::: RECORDS TO PROCESS :::
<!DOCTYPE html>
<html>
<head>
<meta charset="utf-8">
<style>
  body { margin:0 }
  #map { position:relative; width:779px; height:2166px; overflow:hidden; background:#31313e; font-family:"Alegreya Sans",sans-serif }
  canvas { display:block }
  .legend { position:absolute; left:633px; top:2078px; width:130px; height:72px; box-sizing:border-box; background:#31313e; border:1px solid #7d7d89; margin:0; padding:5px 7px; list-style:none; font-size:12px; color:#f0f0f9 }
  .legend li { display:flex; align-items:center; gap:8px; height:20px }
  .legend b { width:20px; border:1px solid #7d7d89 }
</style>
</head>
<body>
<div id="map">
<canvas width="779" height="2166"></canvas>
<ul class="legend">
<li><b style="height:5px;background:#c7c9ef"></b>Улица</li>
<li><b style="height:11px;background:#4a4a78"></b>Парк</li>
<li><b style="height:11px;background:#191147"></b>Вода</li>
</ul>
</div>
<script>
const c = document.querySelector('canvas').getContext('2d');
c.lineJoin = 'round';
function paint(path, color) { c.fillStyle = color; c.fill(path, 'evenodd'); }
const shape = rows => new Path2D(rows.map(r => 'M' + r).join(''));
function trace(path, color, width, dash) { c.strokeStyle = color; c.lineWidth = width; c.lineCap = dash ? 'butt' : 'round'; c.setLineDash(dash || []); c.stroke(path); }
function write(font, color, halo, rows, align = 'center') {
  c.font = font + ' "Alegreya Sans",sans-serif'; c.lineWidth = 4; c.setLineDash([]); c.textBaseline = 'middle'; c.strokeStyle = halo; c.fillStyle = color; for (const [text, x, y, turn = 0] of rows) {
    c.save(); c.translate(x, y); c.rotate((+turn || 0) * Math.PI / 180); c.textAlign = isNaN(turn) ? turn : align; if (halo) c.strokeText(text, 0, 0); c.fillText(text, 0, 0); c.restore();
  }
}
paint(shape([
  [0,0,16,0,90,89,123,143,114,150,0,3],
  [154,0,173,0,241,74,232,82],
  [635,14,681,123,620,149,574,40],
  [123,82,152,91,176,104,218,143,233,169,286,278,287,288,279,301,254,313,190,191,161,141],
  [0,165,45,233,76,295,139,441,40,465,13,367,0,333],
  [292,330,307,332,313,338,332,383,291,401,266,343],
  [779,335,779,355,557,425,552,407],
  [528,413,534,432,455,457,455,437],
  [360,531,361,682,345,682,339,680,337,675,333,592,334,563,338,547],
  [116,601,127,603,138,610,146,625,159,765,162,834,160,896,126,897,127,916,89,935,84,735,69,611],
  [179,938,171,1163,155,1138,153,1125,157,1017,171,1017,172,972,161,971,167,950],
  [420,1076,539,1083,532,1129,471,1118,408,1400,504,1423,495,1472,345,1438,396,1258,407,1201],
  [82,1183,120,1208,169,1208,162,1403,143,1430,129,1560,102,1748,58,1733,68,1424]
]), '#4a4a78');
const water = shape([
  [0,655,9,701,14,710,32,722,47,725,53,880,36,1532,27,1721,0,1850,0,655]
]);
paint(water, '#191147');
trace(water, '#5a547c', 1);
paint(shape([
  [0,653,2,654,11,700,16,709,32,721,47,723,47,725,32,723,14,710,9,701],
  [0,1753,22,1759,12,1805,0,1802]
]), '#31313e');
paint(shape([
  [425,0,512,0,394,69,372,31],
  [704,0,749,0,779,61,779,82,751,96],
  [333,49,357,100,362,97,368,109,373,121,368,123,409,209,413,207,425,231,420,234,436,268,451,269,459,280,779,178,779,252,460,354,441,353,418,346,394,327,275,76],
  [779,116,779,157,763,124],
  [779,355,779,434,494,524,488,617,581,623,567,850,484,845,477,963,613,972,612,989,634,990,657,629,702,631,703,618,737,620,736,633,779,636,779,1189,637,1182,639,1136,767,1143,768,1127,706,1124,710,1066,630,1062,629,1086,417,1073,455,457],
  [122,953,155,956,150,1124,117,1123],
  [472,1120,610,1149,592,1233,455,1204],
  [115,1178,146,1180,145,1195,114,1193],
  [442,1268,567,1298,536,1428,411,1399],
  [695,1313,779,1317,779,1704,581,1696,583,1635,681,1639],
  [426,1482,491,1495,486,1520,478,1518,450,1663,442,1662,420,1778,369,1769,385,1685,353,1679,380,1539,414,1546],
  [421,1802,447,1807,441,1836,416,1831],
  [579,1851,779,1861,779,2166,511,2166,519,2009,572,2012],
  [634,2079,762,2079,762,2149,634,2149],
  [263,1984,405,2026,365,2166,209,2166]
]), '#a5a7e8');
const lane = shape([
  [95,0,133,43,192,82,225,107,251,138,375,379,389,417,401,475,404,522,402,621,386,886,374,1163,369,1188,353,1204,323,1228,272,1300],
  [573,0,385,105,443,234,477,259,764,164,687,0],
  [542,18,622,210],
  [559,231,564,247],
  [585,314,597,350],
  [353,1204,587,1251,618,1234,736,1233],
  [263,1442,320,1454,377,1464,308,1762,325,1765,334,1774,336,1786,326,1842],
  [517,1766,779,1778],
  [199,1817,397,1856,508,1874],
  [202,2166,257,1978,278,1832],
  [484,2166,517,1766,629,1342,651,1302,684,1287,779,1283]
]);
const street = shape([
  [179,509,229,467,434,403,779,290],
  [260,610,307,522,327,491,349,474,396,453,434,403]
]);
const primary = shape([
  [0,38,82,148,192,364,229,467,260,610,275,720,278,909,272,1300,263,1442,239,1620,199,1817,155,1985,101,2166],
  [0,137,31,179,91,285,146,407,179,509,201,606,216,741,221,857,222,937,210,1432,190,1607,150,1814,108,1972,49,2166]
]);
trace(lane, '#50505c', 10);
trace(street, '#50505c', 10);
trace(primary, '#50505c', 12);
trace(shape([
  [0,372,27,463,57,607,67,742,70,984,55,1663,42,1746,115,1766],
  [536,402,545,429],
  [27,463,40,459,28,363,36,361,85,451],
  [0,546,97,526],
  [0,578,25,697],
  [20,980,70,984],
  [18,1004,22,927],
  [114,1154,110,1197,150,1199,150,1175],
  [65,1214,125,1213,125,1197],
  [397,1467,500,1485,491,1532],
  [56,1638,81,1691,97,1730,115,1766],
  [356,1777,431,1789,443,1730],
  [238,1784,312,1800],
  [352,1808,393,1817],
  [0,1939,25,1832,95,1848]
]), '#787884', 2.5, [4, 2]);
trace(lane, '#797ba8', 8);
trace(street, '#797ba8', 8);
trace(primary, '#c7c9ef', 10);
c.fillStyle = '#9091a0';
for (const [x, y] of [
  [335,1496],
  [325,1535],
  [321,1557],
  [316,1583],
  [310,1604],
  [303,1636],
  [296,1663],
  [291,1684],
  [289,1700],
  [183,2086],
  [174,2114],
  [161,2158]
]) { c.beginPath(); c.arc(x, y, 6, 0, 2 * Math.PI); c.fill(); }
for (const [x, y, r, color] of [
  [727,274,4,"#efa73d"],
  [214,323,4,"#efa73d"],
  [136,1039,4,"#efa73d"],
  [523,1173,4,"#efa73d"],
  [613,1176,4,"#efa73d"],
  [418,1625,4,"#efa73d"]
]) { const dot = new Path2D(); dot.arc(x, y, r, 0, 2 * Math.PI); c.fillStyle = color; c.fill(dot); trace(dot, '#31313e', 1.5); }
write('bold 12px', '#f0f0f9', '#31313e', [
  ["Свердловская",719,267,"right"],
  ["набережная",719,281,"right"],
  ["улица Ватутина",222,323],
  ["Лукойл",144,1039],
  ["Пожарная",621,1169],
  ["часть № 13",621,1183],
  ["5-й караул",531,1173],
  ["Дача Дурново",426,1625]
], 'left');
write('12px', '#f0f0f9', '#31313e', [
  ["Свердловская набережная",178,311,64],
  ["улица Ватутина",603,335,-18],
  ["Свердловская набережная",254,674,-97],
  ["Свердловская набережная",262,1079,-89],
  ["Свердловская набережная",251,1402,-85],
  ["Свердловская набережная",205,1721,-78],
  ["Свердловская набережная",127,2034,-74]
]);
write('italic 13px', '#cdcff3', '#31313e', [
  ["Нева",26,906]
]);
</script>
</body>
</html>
:::
::: RECORDS TO PROCESS :::
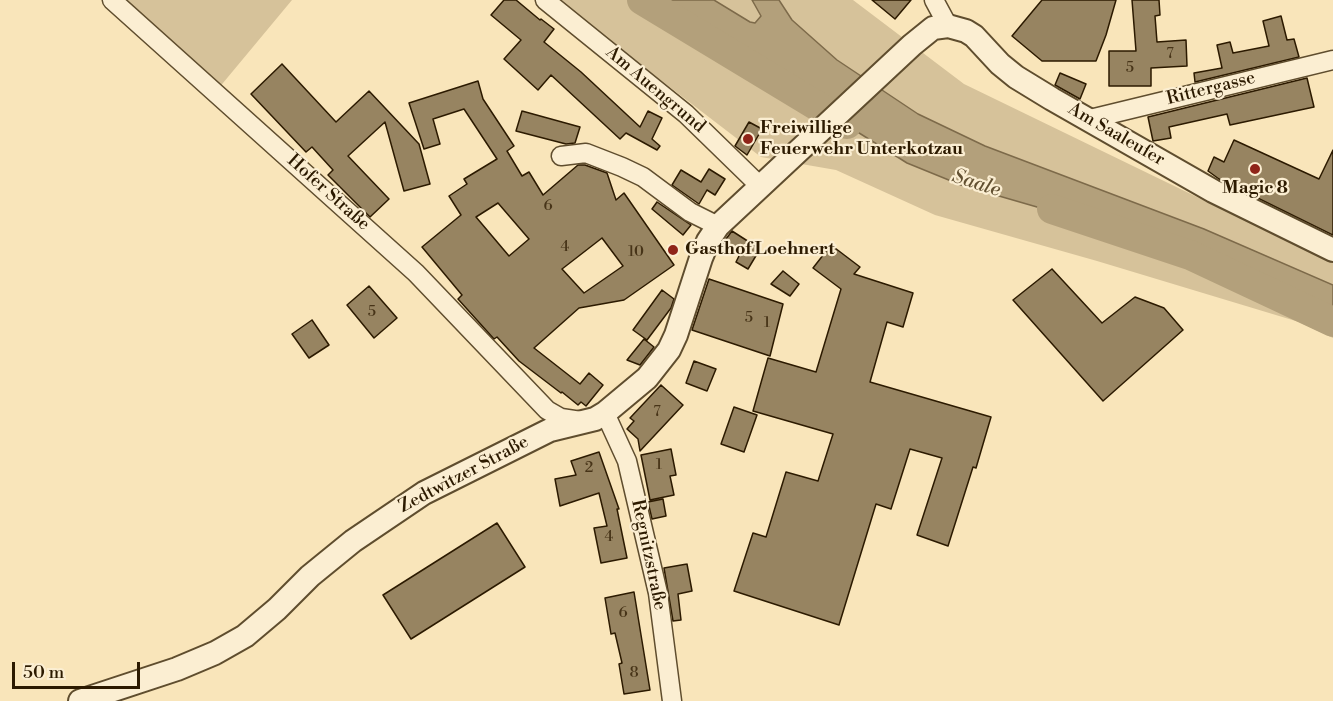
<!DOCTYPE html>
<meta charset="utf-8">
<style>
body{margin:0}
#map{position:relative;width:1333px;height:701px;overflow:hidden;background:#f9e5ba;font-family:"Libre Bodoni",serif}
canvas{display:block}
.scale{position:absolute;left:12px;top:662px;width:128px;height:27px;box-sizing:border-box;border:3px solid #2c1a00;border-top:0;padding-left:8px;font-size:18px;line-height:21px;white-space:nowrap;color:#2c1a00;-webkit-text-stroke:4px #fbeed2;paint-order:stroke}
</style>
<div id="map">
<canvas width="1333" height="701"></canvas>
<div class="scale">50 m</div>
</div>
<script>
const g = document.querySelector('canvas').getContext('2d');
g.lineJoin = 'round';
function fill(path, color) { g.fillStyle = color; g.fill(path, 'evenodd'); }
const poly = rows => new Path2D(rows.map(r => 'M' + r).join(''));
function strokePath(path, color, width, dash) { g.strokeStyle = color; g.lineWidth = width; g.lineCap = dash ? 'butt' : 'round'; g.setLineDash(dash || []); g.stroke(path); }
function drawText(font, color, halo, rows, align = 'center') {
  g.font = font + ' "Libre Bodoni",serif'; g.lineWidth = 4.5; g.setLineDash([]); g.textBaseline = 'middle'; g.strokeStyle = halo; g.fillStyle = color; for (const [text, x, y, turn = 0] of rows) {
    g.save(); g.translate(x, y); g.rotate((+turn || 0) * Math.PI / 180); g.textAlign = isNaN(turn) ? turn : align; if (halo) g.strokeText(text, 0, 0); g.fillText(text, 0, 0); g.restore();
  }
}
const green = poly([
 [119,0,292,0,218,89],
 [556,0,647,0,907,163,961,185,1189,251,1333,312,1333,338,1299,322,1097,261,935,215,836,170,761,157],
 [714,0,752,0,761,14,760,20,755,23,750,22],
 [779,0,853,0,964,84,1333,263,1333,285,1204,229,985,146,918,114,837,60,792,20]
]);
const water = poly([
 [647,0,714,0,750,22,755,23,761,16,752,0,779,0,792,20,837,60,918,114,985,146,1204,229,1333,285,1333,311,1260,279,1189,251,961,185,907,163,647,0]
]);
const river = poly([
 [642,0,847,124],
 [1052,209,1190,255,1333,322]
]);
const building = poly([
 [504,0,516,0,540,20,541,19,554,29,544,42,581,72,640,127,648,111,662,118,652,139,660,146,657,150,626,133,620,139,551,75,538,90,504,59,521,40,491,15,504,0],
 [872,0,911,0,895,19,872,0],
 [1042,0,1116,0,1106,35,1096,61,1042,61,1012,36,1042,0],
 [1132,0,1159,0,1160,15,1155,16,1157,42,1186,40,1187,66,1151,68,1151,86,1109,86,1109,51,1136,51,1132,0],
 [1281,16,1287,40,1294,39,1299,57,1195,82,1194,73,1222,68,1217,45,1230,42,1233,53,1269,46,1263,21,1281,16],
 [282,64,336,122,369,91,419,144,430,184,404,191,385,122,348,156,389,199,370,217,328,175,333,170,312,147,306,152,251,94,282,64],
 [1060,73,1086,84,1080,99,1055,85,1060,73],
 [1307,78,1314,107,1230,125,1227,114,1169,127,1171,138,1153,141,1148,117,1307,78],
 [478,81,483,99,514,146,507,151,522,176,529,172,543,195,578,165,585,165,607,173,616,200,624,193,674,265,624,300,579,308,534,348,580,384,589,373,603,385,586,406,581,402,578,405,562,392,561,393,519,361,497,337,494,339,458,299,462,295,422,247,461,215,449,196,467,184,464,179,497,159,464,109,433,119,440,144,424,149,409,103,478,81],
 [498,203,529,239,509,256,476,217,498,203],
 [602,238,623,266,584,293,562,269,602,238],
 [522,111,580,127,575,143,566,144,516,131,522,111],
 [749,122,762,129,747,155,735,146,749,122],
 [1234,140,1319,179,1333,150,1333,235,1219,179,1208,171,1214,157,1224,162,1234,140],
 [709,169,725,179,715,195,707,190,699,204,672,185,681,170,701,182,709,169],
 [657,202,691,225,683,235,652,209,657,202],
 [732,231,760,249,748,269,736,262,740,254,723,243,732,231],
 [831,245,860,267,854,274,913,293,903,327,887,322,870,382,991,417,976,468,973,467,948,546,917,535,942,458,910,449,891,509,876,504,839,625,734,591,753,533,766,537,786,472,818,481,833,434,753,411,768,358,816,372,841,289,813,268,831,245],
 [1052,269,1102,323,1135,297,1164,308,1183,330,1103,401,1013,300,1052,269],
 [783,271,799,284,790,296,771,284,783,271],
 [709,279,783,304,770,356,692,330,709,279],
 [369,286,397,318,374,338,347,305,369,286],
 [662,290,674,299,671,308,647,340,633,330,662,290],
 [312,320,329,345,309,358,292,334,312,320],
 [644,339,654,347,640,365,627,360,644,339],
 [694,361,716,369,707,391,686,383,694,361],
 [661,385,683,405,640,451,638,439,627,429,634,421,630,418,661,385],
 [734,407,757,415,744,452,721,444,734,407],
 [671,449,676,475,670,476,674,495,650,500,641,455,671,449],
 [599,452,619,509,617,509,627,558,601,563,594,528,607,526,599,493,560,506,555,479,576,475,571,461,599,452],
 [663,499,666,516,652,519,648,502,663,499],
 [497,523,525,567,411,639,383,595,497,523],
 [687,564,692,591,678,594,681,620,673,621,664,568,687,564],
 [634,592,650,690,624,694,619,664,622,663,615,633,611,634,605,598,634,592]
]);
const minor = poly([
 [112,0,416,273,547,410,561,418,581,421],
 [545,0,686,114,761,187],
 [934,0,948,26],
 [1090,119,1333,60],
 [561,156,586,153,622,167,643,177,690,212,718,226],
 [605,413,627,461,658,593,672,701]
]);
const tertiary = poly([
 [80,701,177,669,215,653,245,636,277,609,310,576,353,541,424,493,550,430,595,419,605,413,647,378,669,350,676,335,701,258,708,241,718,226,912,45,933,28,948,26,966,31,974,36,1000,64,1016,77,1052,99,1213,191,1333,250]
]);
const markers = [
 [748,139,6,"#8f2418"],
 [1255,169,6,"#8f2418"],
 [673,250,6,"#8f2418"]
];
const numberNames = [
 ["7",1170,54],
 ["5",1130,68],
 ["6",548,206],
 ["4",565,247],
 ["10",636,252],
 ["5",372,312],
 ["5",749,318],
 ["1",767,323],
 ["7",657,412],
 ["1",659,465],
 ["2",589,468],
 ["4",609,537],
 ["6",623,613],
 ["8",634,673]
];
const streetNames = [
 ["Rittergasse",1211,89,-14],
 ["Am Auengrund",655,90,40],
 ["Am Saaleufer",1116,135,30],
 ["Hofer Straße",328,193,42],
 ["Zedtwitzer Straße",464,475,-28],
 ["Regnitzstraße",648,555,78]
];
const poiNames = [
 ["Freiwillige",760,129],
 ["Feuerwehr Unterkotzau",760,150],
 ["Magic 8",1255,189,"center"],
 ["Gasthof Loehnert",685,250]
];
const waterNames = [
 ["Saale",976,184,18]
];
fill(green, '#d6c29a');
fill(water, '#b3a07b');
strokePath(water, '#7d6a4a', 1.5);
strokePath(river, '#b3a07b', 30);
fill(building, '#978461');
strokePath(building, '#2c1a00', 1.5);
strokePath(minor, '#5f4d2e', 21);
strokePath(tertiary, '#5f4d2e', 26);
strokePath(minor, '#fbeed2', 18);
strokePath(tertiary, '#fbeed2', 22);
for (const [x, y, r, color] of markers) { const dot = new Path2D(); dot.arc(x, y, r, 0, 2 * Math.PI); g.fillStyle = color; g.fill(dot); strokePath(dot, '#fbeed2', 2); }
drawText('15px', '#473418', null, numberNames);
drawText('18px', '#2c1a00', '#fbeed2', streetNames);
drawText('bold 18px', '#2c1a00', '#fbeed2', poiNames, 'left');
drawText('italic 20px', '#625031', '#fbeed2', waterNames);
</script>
:::
▶ BRIEF: The result should be every line of the material that contains the word "strokeStyle", so copy those lines.

▶ WRITTEN ANSWER:
function trace(path, color, width, dash) { c.strokeStyle = color; c.lineWidth = width; c.lineCap = dash ? 'butt' : 'round'; c.setLineDash(dash || []); c.stroke(path); }
  c.font = font + ' "Alegreya Sans",sans-serif'; c.lineWidth = 4; c.setLineDash([]); c.textBaseline = 'middle'; c.strokeStyle = halo; c.fillStyle = color; for (const [text, x, y, turn = 0] of rows) {
function strokePath(path, color, width, dash) { g.strokeStyle = color; g.lineWidth = width; g.lineCap = dash ? 'butt' : 'round'; g.setLineDash(dash || []); g.stroke(path); }
  g.font = font + ' "Libre Bodoni",serif'; g.lineWidth = 4.5; g.setLineDash([]); g.textBaseline = 'middle'; g.strokeStyle = halo; g.fillStyle = color; for (const [text, x, y, turn = 0] of rows) {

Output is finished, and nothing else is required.